German parliament slaps limits on drone deal after Peter Thiel backlash
POLITICO - Wednesday, February 25, 2026BERLIN — Germany’s parliament approved a multibillion-euro military drone contract on Wednesday, but only after coalition lawmakers imposed new financial caps and oversight conditions following scrutiny over Peter Thiel’s stake in Stark, the Berlin-based startup that was awarded the deal.
The agreement — covering loitering munitions from Stark and competitor Helsing — cleared the Bundestag’s budget committee with binding restrictions that would limit how much the Defense Ministry can ultimately spend and require renewed parliamentary approval for large optional orders.
The late-stage changes, summarized in a document obtained by POLITICO, followed days of political controversy over Thiel’s minority investment in Stark, as well as broader concerns among coalition lawmakers about how the framework contract was structured and disclosed to parliament.
The Thiel Foundation, a private foundation set up by Peter Thiel and contacted by POLITICO in an effort to seek a response, did not respond to emailed requests for comment.
The confidential Stark contract, seen by POLITICO, is structured as a seven-year framework agreement with an initial fixed order worth €268.6 million.
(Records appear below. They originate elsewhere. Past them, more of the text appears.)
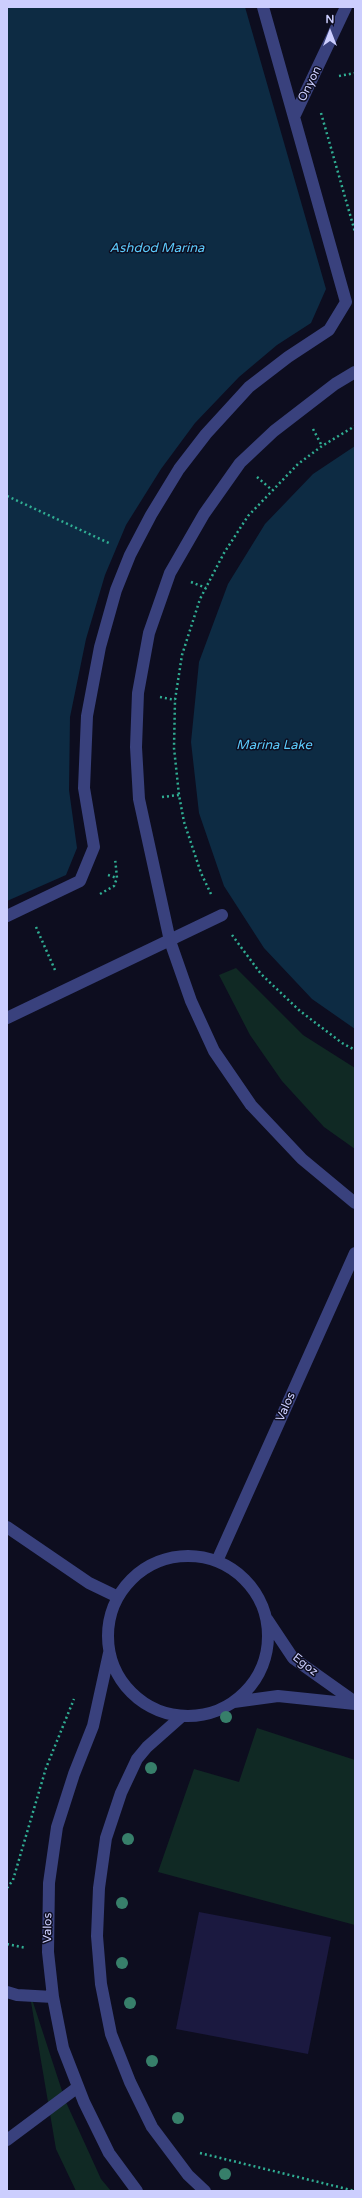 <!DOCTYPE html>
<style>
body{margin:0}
#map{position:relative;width:362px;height:2198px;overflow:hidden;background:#0d0d1f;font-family:"Varela Round",sans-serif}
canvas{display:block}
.frame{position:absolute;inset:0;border:8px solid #cccefe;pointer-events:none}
.north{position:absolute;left:310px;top:12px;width:40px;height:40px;-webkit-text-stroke:3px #0d0d1f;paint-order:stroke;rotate:0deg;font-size:11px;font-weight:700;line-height:16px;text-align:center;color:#cccefe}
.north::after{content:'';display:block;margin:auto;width:14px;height:18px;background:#cccefe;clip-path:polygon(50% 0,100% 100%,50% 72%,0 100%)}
</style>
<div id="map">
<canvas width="362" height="2198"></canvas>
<div class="frame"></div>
<div class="north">N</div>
</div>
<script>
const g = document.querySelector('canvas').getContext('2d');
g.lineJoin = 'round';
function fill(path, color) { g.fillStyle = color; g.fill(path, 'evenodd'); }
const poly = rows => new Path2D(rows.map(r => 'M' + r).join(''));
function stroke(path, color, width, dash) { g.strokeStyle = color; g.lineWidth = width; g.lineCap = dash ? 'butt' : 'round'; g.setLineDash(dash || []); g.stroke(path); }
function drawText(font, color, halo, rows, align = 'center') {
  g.font = font + ' "Varela Round",sans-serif'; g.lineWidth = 3; g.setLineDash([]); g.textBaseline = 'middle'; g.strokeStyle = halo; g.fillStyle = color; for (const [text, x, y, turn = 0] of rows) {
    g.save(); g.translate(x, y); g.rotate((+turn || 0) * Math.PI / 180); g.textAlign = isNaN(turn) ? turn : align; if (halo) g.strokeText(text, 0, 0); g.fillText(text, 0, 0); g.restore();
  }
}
const green = poly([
 [236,968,303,1035,355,1068,355,1149,324,1127,282,1081,250,1035,219,975],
 [257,1728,355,1760,355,1925,158,1872,194,1769,239,1782],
 [29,1990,65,2100,101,2179,111,2191,76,2191,56,2149]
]);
const water = poly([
 [7,7,245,7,326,289,311,323,277,345,239,377,195,423,161,469,126,525,105,575,86,639,70,717,69,790,77,848,66,875,7,901],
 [355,446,355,1029,312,999,264,948,224,886,199,813,191,742,199,662,228,584,265,524,313,474]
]);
const building = poly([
 [199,1912,331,1937,308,2054,176,2029]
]);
const path = poly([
 [339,76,355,73],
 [321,113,355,232],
 [313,429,322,446],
 [257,477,272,490],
 [7,496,111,544],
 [191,582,206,588],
 [160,697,175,700],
 [162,797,179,795],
 [108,875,117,878],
 [100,894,114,886,117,878,115,858],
 [211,894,201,873,184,822,179,795,174,748,175,700,182,655,200,599,224,553,248,516,298,464,322,446,355,426],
 [36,927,55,970],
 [232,935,261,974,300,1011,342,1043,355,1050],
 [7,1888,13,1880,46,1768,74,1699],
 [7,1944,26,1948],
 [200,2153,355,2191]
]);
const minor = poly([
 [294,117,346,7],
 [355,372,335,384,274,431,240,463,204,514,170,573,149,633,138,693,136,747,139,799,170,941,191,1001,214,1051,251,1105,302,1159,355,1203],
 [7,916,80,881,94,847,84,788,87,716,100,647,116,590,130,555,151,515,179,469,206,434,249,387,288,357,329,330,346,302,263,7],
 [7,1018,222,915],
 [7,1527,89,1583,118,1597],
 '108 1636a80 80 0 1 1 160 0a80 80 0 1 1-160 0Z',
 [217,1561,355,1253],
 [267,1619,293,1658,355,1702],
 [109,1653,93,1726,74,1774,57,1827,49,1883,48,1952,53,1997,63,2048,84,2102,109,2153,137,2191],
 [234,1702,278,1696,355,1704],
 [182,1716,147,1747,137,1759,121,1793,106,1838,99,1888,97,1936,101,1984,111,2034,130,2082,152,2127,188,2175,205,2191],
 [7,1992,17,1995,53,1997],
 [7,2140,78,2087]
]);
const trees = [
 [226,1717],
 [151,1768],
 [128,1839],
 [122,1903],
 [122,1963],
 [130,2003],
 [152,2061],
 [178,2118],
 [225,2174]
];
const streetNames = [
 ["Onyon",310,84,-64],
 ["Valos",286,1407,-66],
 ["Egoz",305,1665,38],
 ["Valos",48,1928,-89]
];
const waterNames = [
 ["Ashdod Marina",157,249],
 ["Marina Lake",274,746]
];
fill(green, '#102924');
fill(water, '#0d2b43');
fill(building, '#1b1940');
stroke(path, '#30ae93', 2.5, [2, 3]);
stroke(minor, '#39417d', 12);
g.fillStyle = '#377f6a';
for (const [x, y] of trees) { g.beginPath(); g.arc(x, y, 6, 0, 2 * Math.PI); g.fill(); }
drawText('12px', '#cccefe', '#0d0d1f', streetNames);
drawText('italic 13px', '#5ccbfc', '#0d0d1f', waterNames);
</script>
If all optional orders had been exercised, the total value could have reached roughly €2.86 billion.
Under the conditions adopted Wednesday, any additional orders beyond the initial tranche require renewed parliamentary approval. The Defense Ministry must also demonstrate completed qualification and serial readiness before follow-on orders can proceed. If it seeks to exceed the €1 billion cap, it must submit updated needs justifications and pricing documentation to lawmakers.
Stark did not immediately respond to POLITICO’s request for comment on limits to the contract.
It’s unclear what Thiel’s share in the company is. The investor is known for supporting President Donald Trump and bankrolling conservative candidates such as Vice President JD Vance, aligning himself with the populist wing of the Republican Party.
Beyond investor concerns, coalition budget lawmakers had also questioned pricing structures and redacted passages in documents presented to parliament. Christian Democratic lawmaker Andreas Mattfeldt warned that “responsibility does not mean rubber-stamping.”
The contracts were originally designed so that, if one supplier failed, the other could scale up to cover the Bundeswehr’s full requirement. By capping each company at €1 billion without renewed approval, lawmakers have limited that built-in redundancy — ensuring that any large expansion will require another political decision.
Doepfner Capital, led by Moritz Döpfner, the son of Axel Springer CEO Mathias Döpfner, is also an investor in Stark. Axel Springer owns POLITICO.